Mais il ne faudrait pas prendre la notion de « corps » dans la seule acception physique ; elle est traversée par des questions liées à l’identité, à la différence sexuelle, au sang, à la mort, le mythe de la vie éternelle. On peut évoquer l’œuvre “Clonez-moi”, 2018, soit une « installation de fioles contenant des éléments organiques humains possédant chacun l’ADN d’un même sujet et mis à disposition afin d’être clonés » ; ou bien “Corps sacré sacré corps”, 2019, troublante hybridation, dans tous les sens du terme, entre dessin et réelles images de parties corporelles, à vif, à l’abandon, hermaphrodites…
Chez G. Camps, une question traverse le thème du corps ; celle de la dispersion ; ouvrant à des interrogations sur la modification des identités en rapport avec celles pratiquées sur le corps même : Jusqu’où l’identité reste identique à ce qu’elle était quand on modifie profondément son aspect ? Et, à ce titre, il n’est pas anodin que l’artiste ait fait un stage chez ORLAN, parangon international de la mutation esthétique du corps vivant, pour le meilleur ou le pire.
Depuis deux ans, G. Camps a opéré un tournant dans son travail, en ne tirant que des cyanotypes, rehaussés souvent à la feuille d’or (“Parcelling out”, “Thigten”, 2022).
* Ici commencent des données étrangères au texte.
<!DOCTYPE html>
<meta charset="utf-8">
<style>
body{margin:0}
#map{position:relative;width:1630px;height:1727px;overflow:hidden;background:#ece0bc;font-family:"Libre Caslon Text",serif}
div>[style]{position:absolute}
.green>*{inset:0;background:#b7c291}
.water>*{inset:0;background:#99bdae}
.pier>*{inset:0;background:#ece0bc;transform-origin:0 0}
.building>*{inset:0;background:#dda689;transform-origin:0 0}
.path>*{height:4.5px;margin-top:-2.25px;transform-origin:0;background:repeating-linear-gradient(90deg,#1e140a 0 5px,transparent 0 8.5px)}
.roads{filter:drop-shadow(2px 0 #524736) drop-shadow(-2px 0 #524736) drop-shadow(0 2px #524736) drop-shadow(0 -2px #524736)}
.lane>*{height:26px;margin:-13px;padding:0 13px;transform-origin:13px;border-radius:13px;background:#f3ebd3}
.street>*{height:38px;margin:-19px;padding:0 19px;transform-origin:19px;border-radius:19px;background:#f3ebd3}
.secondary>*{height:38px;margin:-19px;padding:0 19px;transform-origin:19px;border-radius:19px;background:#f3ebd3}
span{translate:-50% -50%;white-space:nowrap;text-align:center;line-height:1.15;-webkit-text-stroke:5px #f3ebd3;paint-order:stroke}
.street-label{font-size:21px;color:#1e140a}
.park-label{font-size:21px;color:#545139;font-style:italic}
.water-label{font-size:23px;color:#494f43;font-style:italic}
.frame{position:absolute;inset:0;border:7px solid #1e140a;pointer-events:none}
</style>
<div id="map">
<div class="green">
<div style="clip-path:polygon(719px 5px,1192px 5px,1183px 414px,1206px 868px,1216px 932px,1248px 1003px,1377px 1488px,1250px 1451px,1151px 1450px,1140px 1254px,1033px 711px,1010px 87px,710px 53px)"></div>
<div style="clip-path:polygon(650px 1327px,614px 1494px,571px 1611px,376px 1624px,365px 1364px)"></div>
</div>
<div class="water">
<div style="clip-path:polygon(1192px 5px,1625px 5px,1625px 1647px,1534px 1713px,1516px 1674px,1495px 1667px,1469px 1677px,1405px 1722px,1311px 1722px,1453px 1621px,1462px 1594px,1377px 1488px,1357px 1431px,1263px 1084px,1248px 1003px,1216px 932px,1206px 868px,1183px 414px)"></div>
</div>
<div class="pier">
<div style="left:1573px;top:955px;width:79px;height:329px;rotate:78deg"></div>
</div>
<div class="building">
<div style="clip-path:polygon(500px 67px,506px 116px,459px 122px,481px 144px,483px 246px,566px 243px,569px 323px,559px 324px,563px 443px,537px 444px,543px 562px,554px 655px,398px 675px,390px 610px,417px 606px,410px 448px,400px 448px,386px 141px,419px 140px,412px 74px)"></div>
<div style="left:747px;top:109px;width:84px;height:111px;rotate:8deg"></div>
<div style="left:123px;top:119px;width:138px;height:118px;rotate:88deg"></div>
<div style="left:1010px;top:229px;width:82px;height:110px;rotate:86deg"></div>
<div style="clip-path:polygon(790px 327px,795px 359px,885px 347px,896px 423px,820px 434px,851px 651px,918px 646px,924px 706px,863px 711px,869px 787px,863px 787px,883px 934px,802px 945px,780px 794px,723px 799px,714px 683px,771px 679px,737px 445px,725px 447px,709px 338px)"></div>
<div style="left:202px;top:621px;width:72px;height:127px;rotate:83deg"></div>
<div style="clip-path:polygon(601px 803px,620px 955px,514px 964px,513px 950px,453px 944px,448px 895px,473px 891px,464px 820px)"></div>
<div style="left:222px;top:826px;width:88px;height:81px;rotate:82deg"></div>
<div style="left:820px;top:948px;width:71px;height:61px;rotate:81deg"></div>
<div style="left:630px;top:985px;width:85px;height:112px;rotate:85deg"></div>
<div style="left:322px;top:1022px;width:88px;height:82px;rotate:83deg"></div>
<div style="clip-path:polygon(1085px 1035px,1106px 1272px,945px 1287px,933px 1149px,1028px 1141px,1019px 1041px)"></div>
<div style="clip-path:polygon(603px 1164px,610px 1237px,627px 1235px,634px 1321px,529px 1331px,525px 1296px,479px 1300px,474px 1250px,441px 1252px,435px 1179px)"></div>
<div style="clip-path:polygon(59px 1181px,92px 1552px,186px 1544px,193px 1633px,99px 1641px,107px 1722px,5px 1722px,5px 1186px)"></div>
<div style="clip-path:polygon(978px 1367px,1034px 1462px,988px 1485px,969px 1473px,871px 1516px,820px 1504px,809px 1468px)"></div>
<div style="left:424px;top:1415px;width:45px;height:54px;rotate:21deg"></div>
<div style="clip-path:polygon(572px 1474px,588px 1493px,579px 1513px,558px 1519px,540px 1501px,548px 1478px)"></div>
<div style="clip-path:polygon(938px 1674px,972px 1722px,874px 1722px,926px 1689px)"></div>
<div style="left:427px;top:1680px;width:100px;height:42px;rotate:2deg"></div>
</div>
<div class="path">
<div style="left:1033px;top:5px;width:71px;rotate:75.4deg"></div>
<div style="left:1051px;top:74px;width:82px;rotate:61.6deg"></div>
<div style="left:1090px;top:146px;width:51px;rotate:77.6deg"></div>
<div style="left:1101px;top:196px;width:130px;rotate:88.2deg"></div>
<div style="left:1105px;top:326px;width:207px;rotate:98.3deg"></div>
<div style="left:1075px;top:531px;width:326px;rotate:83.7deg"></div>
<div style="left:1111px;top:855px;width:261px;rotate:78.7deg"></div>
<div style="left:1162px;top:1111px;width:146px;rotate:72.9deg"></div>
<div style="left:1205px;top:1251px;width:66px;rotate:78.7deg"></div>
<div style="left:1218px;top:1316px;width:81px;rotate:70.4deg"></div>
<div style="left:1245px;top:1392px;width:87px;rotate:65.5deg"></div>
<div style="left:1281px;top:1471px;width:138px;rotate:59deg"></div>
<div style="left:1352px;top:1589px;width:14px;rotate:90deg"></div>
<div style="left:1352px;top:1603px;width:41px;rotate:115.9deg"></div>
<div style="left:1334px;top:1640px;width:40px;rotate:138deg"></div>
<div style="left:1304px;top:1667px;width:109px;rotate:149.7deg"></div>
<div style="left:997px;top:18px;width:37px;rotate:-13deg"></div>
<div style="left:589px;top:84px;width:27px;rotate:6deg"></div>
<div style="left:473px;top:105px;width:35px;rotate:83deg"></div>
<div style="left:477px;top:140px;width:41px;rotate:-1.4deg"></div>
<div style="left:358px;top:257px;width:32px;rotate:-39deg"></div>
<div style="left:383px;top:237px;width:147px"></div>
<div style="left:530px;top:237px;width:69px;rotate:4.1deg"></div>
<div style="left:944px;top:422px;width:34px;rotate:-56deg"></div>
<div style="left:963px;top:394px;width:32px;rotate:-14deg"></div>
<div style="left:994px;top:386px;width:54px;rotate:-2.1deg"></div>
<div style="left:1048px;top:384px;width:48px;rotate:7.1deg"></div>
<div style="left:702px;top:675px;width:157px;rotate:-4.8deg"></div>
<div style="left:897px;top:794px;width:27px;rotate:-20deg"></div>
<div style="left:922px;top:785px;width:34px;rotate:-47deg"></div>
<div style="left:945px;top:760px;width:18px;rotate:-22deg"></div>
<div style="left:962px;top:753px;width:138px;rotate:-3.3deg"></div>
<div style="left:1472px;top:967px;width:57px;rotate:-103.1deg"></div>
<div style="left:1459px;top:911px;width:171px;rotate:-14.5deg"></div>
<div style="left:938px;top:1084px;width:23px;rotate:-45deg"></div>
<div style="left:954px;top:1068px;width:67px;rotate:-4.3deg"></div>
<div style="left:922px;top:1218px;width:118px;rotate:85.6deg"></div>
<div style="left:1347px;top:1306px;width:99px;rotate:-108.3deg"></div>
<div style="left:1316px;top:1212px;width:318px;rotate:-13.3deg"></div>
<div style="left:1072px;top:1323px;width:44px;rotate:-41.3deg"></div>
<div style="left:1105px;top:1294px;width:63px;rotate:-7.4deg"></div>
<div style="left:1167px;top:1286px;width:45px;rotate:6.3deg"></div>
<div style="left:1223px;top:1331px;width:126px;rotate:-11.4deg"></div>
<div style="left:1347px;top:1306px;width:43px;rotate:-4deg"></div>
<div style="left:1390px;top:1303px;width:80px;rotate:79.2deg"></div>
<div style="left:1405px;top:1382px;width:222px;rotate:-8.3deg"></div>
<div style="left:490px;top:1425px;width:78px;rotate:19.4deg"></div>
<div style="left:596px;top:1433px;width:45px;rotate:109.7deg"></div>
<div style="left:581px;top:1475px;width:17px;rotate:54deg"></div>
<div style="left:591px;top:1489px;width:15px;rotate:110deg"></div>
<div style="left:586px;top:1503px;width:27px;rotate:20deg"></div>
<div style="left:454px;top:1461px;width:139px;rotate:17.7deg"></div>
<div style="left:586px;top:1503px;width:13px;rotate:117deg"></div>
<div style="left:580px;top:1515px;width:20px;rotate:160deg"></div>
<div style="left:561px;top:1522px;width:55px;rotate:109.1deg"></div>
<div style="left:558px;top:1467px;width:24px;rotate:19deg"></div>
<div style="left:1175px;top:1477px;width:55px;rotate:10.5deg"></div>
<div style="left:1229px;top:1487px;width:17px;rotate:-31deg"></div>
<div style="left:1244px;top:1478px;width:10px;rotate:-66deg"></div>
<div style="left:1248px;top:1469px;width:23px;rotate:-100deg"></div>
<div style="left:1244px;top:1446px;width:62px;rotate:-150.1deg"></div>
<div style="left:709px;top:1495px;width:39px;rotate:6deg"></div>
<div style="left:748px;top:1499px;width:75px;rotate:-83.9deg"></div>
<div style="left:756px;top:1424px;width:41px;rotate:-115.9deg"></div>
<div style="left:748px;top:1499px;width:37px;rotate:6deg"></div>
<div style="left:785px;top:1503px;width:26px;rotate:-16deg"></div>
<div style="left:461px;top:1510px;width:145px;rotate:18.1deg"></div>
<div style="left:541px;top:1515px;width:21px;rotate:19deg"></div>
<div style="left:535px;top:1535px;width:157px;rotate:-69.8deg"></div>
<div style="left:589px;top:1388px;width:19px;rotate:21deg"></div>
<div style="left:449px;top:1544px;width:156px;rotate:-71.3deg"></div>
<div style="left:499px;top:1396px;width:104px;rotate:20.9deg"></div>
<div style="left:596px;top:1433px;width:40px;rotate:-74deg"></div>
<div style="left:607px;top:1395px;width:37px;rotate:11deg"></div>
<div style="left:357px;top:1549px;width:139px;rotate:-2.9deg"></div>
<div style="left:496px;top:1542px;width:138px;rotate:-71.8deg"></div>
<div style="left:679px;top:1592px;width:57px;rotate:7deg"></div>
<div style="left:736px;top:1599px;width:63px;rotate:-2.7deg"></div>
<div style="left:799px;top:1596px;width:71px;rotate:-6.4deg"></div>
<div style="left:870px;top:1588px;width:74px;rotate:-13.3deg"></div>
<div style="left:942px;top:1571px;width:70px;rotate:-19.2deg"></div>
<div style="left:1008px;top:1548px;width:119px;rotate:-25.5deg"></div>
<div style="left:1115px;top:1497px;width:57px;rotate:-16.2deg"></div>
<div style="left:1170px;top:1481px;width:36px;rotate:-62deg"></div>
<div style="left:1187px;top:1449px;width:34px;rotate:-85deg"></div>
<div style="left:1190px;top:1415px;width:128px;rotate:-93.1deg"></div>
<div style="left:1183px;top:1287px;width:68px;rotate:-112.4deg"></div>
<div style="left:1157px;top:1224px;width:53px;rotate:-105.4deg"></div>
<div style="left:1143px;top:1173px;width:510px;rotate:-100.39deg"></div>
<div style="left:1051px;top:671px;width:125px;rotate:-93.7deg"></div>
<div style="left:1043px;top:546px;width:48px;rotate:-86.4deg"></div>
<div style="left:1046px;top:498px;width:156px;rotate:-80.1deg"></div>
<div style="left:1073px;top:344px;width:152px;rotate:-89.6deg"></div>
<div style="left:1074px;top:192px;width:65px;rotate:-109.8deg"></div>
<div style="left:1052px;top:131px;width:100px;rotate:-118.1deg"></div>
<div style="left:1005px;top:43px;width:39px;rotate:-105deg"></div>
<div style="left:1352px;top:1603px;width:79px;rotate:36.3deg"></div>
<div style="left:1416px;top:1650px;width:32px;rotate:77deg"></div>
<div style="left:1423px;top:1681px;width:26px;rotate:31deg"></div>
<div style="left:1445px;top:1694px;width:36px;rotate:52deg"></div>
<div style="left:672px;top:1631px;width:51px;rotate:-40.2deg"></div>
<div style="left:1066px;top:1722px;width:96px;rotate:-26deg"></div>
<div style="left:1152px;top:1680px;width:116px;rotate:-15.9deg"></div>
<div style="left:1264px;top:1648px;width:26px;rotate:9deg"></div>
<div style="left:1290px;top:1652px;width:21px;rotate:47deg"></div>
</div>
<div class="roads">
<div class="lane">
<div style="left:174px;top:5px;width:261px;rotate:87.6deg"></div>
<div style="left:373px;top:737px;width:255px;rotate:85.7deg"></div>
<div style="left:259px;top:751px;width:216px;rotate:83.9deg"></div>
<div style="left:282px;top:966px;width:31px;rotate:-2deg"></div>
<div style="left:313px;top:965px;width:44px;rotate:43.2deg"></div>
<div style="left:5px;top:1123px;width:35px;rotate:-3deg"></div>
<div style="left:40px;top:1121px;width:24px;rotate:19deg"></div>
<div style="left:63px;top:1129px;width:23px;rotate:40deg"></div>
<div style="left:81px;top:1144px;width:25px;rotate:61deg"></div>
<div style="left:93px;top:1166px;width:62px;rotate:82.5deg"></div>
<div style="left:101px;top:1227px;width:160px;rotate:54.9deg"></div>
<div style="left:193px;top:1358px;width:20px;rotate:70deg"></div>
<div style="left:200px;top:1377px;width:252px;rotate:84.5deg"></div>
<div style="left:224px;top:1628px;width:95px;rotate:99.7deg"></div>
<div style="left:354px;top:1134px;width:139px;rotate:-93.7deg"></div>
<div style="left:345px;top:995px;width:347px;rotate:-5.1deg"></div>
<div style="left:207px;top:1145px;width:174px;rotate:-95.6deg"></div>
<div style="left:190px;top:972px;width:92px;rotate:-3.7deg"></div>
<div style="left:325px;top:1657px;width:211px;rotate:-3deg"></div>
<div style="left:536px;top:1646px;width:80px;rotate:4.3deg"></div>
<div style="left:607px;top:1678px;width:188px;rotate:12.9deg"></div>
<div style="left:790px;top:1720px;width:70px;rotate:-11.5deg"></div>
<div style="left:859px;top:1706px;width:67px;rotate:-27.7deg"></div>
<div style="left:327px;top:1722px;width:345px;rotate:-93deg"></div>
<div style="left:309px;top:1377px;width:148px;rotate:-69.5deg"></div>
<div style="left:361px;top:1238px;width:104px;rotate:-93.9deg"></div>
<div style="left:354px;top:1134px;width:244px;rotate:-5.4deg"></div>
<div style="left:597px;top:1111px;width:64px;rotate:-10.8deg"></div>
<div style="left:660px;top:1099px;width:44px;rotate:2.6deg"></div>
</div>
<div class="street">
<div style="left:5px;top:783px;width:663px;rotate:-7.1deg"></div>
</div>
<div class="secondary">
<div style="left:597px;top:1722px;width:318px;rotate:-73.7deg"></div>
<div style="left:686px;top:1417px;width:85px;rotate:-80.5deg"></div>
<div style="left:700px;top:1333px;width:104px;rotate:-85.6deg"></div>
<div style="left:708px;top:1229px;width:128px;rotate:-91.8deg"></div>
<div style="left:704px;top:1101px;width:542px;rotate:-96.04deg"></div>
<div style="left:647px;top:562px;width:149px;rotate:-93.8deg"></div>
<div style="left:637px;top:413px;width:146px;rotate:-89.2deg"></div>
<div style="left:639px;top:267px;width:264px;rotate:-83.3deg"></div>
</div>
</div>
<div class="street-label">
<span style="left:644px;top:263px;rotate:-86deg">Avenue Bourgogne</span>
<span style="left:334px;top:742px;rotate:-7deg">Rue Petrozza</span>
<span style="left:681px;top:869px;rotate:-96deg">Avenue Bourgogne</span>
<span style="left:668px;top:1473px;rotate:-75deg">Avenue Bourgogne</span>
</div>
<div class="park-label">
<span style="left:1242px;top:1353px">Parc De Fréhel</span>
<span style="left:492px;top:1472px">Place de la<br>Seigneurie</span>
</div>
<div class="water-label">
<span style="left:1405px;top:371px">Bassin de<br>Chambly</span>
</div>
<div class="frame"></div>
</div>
L’artiste confie qu’elle ne peut plus s’en passer, de ce bleu outremer, si typique du cyanotype. Et c’est en visitant une exposition d’Yves Klein que Camps s’est rendue compte qu’il y avait quelques points de convergence entre l’œuvre du judoka et le sien. Mais cette coïncidence artistique ne saurait empêcher de regarder d’un œil candide les œuvres de Camps ; et ce d’autant plus que la variété des sentiments et des sensations qu’elles provoquent ne peut être étrangère au fait que nous avons affaire ici au travail d’une femme-artiste.